Ergastolo richiesto per l'ingegnere che ha ucciso l'ex compagna a Roma: il caso di Costantino Bonaiuti - Ilvaporetto.com - Foto generata con AI
Il 13 gennaio 2023, il tranquillo quartiere Tuscolano di Roma è stato teatro di un delitto che ha scosso profondamente la comunità. Costantino Bonaiuti, ingegnere di 61 anni, ha sparato e ucciso la sua ex compagna, Martina Scialdone, in un tragico evento avvenuto davanti al fratello della vittima. Oggi, la procura di Roma ha chiesto la condanna all’ergastolo per Bonaiuti, con l’aggiunta di 18 mesi di isolamento diurno, mentre emergono dettagli inquietanti sul contesto dell’omicidio.
La cronaca dell’omicidio
Il conflitto tra Costantino Bonaiuti e Martina Scialdone ha avuto il culmine in una serata in cui è venuto a galla un clima di tensione vissuto per mesi. Martina si era allontanata da una relazione che mostrava segni di sofferenza e, influenzata dalla volontà di ricostruire la propria vita, aveva iniziato a frequentare un altro uomo. Questo cambiamento ha innescato una reazione violenta in Bonaiuti, secondo quanto riportato dalla pm Barbara Trotta durante la requisitoria.
Secondo la ricostruzione, la lite è esplosa di fronte al ristorante dove Martina si trovava. Al momento dell’episodio, il fratello di Martina, intuito un potenziale pericolo, era accorso sul posto. La pm ha sottolineato come la motivazione che ha portato Bonaiuti a compiere un gesto così estremo sia stata la determinazione di Martina di affrancarsi dalla sua influenza e trovare nuova libertà. Il delitto si è consumato in un contesto di disperazione e impotenza, in cui la scelta della donna di interrompere la relazione è stata percepita come inaccettabile.
L’accusa e le motivazioni
Bonaiuti affronta l’accusa di omicidio volontario aggravato, definito non solo dalla gelosia, ma anche dalla circostanza di avere premeditato l’atto. È emerso che l’uomo si era dotato di un’arma, una pistola semiautomatica Glock, di cui deteneva il porto per uso sportivo, e l’aveva portata con sé all’appuntamento sapendo che Martina avrebbe discusso la volontà di chiudere definitivamente il loro rapporto.
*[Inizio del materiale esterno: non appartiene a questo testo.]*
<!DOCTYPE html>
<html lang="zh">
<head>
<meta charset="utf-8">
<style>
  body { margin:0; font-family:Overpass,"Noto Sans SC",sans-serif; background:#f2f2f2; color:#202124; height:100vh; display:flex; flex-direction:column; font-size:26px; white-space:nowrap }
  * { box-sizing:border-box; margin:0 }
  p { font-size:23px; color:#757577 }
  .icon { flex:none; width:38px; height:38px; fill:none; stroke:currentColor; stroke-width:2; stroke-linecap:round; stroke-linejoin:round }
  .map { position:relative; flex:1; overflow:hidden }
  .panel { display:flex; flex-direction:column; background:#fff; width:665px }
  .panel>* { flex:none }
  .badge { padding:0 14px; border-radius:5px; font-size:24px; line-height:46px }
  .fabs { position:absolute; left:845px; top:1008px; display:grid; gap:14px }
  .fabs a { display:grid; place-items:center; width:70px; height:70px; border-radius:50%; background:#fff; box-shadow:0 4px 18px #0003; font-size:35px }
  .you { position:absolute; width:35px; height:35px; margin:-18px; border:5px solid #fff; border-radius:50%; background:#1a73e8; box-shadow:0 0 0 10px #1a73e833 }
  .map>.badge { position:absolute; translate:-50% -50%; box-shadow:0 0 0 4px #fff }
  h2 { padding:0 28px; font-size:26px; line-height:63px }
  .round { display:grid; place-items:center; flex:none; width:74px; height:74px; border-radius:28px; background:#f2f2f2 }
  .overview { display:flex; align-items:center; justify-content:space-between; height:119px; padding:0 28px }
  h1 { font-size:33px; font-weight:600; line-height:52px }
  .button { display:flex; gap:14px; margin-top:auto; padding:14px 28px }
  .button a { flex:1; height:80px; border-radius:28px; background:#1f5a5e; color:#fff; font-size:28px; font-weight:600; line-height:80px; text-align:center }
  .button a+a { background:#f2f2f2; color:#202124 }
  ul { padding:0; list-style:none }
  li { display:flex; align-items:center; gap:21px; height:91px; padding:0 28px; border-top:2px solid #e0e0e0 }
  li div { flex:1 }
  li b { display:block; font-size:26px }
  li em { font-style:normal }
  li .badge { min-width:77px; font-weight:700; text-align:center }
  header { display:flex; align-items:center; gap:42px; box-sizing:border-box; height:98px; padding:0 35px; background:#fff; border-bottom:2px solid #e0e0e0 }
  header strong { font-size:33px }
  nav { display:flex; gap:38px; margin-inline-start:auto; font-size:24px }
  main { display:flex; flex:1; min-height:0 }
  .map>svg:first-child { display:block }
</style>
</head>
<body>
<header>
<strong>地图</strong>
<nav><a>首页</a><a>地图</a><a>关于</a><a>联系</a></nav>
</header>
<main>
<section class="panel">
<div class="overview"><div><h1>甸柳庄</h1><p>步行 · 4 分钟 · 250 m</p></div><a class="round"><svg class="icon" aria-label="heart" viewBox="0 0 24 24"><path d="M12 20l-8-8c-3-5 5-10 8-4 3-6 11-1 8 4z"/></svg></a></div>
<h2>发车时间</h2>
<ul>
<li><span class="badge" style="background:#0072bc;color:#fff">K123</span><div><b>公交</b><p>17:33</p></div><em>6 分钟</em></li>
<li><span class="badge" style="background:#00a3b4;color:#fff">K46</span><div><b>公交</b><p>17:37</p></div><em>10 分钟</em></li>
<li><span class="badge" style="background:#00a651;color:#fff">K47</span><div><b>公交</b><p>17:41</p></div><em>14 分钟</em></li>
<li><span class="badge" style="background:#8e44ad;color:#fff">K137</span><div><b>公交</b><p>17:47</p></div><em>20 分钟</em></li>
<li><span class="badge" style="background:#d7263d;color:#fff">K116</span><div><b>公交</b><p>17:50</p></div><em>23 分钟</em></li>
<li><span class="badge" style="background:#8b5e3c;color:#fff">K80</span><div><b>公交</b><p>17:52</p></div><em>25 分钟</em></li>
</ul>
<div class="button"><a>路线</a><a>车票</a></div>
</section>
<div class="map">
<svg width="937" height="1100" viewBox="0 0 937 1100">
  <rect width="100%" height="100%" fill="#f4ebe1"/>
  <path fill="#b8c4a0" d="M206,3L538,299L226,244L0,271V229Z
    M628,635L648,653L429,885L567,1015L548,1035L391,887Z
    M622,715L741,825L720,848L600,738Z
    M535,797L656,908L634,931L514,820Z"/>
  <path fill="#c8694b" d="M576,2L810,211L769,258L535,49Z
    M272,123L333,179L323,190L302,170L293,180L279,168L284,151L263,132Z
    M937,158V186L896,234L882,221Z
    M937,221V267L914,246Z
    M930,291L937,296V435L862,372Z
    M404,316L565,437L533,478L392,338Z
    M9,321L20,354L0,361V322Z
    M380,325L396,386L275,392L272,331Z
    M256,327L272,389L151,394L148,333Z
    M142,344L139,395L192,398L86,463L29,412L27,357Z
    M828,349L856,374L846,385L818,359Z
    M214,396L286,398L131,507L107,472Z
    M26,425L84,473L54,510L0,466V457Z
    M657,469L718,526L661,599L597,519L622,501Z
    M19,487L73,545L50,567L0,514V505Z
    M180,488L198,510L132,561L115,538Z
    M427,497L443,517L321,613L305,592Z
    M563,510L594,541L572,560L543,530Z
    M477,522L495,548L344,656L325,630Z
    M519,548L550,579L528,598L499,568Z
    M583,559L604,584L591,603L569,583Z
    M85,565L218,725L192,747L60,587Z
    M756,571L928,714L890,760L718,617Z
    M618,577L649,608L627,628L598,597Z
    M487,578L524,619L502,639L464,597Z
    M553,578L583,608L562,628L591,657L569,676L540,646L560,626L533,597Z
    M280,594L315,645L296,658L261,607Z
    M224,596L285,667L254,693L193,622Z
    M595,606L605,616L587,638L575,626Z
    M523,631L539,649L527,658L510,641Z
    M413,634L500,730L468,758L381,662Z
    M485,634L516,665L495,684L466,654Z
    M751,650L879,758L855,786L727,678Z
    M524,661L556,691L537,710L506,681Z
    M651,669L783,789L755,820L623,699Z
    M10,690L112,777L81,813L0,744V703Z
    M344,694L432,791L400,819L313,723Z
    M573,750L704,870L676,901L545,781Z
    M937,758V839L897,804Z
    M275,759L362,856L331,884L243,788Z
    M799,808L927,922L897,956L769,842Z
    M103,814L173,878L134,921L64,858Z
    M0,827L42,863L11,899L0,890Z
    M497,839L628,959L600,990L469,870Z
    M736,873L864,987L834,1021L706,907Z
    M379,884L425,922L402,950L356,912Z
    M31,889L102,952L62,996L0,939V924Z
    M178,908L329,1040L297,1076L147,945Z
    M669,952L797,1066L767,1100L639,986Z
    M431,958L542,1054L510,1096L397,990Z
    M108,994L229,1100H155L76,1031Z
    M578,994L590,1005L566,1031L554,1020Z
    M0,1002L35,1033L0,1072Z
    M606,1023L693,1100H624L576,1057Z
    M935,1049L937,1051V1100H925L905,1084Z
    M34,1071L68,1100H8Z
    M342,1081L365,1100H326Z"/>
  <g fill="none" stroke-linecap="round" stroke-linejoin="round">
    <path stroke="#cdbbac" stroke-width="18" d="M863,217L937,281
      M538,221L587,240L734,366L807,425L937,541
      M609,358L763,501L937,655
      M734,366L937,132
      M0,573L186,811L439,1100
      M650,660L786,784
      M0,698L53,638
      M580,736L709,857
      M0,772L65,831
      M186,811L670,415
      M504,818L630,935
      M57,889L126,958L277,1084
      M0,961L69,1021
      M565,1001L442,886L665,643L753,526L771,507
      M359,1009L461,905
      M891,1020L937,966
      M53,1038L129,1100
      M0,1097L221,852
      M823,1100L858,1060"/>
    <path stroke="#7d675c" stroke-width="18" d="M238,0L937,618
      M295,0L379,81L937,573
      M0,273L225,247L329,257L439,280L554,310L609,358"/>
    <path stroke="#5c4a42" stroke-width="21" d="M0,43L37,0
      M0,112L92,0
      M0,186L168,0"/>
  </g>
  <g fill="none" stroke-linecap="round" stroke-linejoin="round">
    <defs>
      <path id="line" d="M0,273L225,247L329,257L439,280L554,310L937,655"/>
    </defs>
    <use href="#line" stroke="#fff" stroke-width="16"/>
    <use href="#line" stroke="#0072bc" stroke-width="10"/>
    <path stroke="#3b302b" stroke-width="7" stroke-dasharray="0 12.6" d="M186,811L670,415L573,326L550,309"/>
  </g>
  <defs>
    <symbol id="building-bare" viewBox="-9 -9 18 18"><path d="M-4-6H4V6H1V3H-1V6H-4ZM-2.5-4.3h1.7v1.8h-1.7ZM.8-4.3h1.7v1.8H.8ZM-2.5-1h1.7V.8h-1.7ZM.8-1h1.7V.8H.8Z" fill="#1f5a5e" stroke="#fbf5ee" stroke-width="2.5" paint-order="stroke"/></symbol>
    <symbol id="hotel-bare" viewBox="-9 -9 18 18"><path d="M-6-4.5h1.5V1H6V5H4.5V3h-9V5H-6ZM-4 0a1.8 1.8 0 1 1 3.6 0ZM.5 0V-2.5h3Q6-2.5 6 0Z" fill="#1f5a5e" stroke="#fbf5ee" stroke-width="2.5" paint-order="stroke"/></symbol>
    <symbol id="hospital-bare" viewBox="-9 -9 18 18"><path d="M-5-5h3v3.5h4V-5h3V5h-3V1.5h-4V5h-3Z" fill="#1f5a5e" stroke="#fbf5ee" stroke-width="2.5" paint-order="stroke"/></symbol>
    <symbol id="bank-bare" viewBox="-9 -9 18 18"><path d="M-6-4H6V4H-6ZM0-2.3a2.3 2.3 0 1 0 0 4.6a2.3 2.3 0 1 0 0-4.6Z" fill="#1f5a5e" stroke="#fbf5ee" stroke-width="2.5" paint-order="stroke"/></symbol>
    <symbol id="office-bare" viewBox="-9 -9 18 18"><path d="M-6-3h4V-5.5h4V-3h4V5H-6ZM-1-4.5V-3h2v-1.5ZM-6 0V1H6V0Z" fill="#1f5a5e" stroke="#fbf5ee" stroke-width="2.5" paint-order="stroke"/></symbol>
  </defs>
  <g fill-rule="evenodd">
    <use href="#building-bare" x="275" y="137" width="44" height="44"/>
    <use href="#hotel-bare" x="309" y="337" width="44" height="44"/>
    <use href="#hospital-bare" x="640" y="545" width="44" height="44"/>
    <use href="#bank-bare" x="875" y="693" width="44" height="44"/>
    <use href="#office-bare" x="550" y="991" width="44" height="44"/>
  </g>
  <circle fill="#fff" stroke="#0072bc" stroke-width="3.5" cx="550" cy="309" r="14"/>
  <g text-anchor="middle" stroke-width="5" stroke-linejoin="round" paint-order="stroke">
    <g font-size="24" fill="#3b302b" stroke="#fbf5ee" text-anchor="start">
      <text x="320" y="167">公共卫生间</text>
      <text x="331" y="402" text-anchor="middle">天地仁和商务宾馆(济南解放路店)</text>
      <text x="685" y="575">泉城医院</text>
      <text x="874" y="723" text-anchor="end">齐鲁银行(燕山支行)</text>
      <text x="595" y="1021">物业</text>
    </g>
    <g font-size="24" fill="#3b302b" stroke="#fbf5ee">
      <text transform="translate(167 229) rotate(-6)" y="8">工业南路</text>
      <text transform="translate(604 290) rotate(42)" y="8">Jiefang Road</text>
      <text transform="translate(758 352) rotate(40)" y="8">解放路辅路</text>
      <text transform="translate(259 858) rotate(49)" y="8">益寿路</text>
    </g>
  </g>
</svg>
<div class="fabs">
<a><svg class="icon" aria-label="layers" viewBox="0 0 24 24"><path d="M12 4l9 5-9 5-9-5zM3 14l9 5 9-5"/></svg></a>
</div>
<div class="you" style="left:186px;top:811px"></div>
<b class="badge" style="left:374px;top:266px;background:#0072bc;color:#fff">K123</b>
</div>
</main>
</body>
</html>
Durante l’udienza, è stato messo in evidenza un elemento particolarmente inquietante: Bonaiuti aveva installato un dispositivo GPS nel cellulare di Martina per seguirne ogni spostamento. Questa dinamica ha posto in evidenza un forte controllo da parte dell’imputato nei confronti della vittima, rivelando un aspetto disturbante della loro relazione. “Martina si trovava in una situazione complessa, divisa tra il desiderio di libertà e la paura”, ha commentato la pm, segnando la tragedia non solo come un caso di violenza ma come un esempio delle difficoltà intime che molte donne devono affrontare.
La testimonianza e la fragilità della vittima
Nel corso della requisitoria, la pm ha illustrato come la complessità del rapporto tra Bonaiuti e Scialdone contribuisse a vari episodi di confusione e ambivalenza. La decisione di Martina di troncare la relazione, pur essendo netta, non si è tradotta in un allontanamento definitivo. La dinamica affettiva tra i due era piuttosto tumultuosa, una fusione di amore e paura. Questo complesso intreccio ha portato Martina a un ultimo incontro fatale, un errore comune in molte donne che si trovano a fronteggiare relazioni tossiche.
La vicenda di Martina è emblematica di una condizione più ampia, che coinvolge numerose donne che faticano a liberarsi di legami dannosi. La testimonianza di questo caso, con tutte le sue sfaccettature, si erge a monito e riflessione su come la fragilità emotiva possa avere conseguenze drastiche e tragiche. La richiesta di ergastolo per Bonaiuti si inserisce, quindi, non solo in una logica di giustizia, ma anche in un tentativo di dare voce a tutte quelle donne che, come Martina, combattono contro l’ombra della violenza e del controllo.